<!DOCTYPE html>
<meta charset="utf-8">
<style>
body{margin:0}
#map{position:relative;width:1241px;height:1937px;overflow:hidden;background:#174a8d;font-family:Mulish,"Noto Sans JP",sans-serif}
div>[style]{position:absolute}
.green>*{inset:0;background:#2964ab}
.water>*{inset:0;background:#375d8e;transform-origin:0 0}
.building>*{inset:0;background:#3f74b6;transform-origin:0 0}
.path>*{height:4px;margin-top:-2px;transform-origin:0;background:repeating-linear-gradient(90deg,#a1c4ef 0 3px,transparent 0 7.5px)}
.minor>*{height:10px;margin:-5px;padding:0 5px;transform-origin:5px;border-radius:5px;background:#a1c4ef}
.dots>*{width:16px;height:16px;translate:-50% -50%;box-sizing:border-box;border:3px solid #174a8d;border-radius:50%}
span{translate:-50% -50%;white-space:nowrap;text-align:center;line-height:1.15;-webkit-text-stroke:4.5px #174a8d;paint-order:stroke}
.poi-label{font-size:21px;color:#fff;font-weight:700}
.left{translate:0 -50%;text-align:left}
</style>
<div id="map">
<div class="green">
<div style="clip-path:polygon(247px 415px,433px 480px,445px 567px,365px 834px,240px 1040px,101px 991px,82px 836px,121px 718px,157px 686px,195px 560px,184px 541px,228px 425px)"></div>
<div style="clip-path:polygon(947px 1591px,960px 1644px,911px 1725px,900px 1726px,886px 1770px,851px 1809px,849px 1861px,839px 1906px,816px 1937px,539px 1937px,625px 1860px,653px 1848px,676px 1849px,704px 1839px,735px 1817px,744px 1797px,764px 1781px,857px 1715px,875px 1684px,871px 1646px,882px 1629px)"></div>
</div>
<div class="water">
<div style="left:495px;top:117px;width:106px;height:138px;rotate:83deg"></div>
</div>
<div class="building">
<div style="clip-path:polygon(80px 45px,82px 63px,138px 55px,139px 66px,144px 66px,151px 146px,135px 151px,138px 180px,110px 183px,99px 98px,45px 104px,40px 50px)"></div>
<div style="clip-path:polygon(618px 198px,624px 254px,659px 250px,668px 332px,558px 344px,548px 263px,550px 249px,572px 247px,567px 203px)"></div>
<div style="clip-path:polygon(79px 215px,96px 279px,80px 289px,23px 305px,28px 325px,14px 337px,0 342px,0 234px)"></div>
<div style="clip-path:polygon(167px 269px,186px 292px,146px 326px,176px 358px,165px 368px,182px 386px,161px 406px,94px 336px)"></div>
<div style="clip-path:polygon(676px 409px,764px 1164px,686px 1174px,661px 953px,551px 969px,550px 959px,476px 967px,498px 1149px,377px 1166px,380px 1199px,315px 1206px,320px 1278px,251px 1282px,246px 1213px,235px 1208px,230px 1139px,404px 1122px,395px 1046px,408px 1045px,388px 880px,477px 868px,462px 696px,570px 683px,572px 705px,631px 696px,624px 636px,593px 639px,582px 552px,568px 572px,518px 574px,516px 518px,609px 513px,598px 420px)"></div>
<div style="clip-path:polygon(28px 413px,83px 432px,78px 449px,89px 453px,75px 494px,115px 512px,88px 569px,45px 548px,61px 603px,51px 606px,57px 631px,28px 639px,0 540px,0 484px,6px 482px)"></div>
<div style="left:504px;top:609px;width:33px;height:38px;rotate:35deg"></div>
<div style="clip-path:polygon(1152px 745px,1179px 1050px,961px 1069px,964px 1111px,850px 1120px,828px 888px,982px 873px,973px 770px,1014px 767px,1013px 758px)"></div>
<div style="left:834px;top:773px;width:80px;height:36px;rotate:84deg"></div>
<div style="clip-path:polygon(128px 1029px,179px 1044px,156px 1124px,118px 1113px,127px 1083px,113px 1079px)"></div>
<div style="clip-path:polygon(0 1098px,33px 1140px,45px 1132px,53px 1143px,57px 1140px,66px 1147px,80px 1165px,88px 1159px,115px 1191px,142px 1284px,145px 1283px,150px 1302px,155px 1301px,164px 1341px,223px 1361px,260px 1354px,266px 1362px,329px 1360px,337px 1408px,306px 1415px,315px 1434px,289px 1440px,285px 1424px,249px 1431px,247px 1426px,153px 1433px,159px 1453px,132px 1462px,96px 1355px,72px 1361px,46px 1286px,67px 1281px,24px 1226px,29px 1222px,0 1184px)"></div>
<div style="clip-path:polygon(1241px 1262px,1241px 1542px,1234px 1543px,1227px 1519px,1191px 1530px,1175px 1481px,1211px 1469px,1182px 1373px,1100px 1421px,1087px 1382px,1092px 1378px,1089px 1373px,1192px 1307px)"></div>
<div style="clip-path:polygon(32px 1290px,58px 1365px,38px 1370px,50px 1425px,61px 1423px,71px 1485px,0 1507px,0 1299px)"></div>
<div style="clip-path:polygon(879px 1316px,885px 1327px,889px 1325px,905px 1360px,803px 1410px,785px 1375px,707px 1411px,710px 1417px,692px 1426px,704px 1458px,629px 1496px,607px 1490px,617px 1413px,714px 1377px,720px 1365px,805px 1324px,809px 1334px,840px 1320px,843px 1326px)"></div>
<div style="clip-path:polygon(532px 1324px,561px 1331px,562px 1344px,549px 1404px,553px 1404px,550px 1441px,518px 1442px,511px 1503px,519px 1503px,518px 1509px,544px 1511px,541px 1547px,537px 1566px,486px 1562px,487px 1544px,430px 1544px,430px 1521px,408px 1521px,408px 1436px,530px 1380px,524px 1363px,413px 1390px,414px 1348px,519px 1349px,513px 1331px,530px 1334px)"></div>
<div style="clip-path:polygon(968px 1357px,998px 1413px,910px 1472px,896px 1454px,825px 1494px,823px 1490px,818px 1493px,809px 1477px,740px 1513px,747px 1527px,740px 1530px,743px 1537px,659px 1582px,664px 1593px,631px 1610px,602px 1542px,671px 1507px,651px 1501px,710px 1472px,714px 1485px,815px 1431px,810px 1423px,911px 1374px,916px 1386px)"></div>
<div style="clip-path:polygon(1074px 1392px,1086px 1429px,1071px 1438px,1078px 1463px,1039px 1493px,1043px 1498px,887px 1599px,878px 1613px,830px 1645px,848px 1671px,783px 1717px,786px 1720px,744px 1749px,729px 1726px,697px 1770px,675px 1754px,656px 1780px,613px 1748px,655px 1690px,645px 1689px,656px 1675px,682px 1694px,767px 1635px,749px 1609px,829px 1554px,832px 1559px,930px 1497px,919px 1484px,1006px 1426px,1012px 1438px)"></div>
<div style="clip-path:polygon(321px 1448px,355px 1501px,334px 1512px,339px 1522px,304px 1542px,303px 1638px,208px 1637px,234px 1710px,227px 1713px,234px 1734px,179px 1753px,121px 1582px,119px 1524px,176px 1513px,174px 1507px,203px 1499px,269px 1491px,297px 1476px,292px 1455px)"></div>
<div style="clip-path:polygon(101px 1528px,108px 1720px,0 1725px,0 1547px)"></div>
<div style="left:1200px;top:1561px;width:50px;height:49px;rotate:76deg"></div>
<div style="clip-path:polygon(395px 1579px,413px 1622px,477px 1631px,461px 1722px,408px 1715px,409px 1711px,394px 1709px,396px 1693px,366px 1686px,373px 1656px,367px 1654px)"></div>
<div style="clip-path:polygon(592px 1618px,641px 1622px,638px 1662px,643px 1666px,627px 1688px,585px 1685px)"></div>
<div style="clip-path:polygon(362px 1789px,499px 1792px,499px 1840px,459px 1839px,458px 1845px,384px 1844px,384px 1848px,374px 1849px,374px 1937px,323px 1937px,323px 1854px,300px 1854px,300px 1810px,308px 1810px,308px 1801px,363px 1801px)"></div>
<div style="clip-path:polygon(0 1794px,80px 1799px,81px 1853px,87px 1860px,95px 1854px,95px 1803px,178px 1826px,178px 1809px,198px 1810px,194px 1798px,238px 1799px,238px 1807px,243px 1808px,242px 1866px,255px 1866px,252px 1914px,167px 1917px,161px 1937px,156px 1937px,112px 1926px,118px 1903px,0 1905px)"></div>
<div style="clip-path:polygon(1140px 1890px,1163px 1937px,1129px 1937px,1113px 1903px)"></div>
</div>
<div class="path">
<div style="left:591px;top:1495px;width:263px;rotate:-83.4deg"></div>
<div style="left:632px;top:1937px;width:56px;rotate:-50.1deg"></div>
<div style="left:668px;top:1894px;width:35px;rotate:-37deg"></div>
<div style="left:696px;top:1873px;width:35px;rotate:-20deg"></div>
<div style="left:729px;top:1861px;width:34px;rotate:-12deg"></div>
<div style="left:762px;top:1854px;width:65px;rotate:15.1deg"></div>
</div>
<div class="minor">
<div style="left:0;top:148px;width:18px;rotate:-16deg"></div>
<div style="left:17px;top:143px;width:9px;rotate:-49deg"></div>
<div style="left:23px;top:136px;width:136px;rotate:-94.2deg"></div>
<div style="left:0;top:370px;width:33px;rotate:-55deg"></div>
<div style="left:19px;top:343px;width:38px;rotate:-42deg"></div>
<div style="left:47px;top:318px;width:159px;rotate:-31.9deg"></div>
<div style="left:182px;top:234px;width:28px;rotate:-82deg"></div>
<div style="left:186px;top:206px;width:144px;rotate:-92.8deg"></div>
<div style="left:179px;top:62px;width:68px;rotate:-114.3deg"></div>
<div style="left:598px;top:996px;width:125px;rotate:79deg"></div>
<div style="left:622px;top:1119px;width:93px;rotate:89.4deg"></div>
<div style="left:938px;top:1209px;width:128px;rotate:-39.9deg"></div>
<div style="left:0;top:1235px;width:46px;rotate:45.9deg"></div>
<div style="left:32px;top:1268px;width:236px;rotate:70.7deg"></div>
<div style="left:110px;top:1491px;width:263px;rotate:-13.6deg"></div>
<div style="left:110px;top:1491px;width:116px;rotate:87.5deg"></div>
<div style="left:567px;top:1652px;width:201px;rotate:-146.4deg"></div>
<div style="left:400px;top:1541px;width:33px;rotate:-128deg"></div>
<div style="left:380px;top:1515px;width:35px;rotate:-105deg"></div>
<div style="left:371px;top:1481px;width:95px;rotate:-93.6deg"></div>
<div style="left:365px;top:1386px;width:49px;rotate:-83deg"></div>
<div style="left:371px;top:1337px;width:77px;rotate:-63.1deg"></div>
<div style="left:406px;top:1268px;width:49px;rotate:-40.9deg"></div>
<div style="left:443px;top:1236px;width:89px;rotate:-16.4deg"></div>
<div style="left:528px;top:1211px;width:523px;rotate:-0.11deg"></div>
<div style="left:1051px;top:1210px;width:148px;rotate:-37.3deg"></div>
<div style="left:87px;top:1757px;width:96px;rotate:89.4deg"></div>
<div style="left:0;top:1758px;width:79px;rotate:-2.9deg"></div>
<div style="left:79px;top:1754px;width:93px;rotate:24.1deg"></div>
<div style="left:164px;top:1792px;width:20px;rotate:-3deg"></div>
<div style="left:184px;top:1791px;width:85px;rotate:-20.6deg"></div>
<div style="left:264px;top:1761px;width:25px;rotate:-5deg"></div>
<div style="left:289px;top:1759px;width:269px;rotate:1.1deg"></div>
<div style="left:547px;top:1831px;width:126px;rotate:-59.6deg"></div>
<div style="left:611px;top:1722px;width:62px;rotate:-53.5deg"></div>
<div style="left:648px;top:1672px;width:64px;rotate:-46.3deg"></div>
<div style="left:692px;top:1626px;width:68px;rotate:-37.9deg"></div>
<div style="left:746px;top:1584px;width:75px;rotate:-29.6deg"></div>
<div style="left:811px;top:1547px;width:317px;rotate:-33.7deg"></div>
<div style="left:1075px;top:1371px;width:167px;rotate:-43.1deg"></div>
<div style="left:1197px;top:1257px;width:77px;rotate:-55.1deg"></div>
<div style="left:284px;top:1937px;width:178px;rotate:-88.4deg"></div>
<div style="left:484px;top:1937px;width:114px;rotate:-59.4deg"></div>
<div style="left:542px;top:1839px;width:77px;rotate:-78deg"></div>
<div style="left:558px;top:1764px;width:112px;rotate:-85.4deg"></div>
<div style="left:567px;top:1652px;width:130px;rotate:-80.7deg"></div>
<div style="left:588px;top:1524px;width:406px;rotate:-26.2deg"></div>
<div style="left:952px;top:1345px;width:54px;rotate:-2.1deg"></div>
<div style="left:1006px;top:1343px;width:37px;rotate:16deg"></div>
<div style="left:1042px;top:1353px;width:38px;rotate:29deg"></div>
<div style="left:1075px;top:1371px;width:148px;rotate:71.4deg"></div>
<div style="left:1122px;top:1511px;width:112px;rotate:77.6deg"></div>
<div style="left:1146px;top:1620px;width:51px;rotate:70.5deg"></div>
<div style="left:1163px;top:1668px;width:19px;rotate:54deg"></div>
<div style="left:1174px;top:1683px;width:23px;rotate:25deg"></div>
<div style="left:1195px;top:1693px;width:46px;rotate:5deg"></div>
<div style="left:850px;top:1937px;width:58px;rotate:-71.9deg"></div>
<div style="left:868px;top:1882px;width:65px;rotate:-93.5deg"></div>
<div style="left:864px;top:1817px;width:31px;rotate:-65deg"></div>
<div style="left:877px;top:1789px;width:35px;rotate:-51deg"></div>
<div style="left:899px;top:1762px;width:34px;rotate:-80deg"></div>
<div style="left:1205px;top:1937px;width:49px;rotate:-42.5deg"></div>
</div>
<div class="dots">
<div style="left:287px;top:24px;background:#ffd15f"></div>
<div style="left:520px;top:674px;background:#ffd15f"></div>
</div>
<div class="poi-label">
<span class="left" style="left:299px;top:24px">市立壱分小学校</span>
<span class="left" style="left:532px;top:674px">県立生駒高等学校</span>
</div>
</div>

· · ·

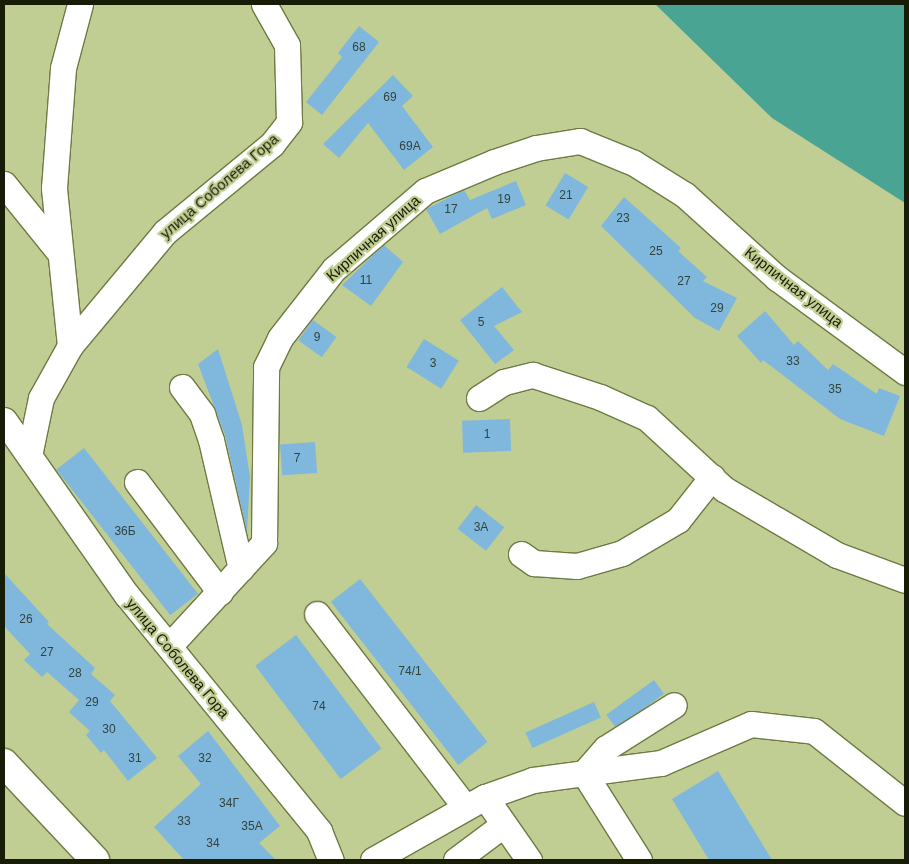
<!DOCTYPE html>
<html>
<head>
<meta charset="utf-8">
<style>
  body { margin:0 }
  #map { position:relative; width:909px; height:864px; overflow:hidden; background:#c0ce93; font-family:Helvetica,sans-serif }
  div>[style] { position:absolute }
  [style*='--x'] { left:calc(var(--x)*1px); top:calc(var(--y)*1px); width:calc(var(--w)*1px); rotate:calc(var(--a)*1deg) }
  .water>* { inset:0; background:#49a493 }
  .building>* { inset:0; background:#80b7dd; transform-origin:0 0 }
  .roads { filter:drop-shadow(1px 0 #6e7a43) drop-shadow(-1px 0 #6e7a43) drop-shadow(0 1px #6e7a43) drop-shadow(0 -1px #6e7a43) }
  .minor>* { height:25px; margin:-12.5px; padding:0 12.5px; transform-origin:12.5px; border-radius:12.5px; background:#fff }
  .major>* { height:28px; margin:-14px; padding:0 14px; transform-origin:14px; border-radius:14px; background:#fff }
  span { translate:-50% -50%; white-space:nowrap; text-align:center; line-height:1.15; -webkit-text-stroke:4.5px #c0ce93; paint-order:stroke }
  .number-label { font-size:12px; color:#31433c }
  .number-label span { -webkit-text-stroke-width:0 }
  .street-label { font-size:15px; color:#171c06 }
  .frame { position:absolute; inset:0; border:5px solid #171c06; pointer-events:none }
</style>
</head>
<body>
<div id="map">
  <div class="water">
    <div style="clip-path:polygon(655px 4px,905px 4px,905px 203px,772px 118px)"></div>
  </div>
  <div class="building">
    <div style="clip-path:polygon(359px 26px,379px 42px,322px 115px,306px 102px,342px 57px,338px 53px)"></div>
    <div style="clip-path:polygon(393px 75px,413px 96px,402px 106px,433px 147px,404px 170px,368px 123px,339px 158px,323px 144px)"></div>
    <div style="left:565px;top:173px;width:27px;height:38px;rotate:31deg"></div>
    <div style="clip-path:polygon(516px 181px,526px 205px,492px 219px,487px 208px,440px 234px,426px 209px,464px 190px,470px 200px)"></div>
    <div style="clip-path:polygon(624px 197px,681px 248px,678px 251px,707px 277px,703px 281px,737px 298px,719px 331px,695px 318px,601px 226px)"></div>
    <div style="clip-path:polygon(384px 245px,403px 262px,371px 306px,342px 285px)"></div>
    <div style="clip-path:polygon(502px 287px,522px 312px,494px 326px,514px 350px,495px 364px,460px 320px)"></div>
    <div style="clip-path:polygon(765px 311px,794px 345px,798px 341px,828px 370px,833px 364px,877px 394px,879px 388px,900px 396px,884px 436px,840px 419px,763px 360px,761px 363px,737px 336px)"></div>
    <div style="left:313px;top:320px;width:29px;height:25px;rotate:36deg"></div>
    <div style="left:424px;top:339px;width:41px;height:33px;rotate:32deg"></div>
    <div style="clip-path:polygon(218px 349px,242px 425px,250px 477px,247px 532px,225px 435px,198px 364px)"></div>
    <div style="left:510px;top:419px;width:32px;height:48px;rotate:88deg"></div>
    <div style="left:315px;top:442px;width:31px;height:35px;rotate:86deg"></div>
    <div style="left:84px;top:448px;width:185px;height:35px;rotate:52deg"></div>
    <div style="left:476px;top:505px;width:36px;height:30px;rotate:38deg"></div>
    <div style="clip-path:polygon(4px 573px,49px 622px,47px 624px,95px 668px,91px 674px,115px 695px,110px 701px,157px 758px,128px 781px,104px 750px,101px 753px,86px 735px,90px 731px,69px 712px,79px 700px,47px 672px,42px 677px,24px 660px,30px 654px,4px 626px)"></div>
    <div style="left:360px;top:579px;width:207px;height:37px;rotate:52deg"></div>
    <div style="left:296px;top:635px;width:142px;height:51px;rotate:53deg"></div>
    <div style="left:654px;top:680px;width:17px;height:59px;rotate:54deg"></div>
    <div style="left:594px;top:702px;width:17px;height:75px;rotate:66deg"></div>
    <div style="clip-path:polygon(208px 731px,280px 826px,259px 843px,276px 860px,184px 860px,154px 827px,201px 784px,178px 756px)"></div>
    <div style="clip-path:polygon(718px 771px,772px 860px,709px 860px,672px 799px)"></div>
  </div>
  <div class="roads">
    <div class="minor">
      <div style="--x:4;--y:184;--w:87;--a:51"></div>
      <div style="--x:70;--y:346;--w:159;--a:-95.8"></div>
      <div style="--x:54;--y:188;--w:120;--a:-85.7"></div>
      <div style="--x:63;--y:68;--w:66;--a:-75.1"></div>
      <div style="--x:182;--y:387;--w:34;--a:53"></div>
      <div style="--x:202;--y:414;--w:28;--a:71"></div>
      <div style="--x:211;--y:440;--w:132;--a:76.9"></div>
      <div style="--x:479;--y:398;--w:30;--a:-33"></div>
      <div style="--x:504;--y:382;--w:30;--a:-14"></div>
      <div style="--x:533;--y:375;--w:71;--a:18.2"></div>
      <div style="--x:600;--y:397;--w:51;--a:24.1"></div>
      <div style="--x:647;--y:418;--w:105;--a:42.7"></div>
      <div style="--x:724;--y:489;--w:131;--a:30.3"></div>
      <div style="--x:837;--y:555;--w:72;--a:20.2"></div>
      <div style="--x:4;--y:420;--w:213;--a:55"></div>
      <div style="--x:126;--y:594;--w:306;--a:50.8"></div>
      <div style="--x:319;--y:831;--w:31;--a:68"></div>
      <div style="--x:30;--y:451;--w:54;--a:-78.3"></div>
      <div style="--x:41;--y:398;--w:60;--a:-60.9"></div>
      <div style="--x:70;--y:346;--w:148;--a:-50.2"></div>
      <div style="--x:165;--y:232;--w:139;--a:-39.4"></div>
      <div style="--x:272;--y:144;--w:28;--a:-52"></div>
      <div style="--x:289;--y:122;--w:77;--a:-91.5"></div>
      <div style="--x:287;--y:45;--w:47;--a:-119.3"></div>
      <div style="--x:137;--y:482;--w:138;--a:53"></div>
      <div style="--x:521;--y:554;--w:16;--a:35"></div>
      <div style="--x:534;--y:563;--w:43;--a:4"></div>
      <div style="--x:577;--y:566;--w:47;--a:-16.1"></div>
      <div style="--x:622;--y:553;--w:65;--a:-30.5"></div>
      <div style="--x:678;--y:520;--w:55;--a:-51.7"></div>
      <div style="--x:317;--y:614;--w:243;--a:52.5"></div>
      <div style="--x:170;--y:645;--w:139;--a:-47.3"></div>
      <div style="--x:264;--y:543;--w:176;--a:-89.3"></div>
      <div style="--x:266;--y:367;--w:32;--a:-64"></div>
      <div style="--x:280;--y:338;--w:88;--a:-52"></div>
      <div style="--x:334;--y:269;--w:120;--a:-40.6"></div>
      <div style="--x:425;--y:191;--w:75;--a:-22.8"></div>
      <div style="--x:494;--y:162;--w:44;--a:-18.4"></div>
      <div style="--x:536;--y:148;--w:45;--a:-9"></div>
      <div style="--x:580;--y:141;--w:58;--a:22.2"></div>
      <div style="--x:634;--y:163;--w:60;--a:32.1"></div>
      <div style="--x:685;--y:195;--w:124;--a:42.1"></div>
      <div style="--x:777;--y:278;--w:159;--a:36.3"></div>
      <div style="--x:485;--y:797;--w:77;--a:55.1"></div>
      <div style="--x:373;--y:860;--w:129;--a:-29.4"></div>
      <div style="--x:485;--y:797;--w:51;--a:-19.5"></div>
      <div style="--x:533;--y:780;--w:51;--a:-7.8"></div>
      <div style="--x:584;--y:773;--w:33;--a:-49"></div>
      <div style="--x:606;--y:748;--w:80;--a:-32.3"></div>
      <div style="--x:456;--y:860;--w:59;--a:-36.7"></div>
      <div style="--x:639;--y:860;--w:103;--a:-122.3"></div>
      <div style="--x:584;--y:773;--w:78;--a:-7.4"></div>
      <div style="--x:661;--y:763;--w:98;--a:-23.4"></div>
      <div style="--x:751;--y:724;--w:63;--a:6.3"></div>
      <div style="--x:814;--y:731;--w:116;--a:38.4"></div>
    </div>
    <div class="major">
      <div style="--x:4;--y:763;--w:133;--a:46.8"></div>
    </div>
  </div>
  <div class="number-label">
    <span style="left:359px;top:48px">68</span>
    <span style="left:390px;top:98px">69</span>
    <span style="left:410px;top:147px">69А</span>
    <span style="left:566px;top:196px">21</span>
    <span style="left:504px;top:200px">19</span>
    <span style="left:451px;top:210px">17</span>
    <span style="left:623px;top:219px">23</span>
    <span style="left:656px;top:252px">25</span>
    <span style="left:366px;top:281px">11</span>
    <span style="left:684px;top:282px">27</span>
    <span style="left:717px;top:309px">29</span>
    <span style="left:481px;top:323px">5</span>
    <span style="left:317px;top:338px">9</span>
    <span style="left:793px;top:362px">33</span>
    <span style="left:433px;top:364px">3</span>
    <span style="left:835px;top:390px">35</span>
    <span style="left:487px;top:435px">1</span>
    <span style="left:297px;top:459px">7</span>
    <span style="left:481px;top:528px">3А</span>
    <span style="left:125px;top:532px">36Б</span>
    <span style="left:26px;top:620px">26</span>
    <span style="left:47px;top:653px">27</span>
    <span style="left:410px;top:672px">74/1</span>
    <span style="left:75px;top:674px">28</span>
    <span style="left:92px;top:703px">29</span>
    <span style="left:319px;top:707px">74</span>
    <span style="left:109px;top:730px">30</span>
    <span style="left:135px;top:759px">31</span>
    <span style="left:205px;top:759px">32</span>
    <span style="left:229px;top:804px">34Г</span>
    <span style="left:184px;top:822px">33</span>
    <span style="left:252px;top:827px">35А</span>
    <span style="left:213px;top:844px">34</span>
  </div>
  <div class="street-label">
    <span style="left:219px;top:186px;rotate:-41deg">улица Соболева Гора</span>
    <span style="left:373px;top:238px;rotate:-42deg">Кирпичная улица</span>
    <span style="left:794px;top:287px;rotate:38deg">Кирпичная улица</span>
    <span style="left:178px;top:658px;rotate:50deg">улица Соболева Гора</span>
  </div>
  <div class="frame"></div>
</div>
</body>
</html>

· · ·

For this exercise, copy each line from the listing above that has the word "serif".

#map{position:relative;width:1241px;height:1937px;overflow:hidden;background:#174a8d;font-family:Mulish,"Noto Sans JP",sans-serif}
  #map { position:relative; width:909px; height:864px; overflow:hidden; background:#c0ce93; font-family:Helvetica,sans-serif }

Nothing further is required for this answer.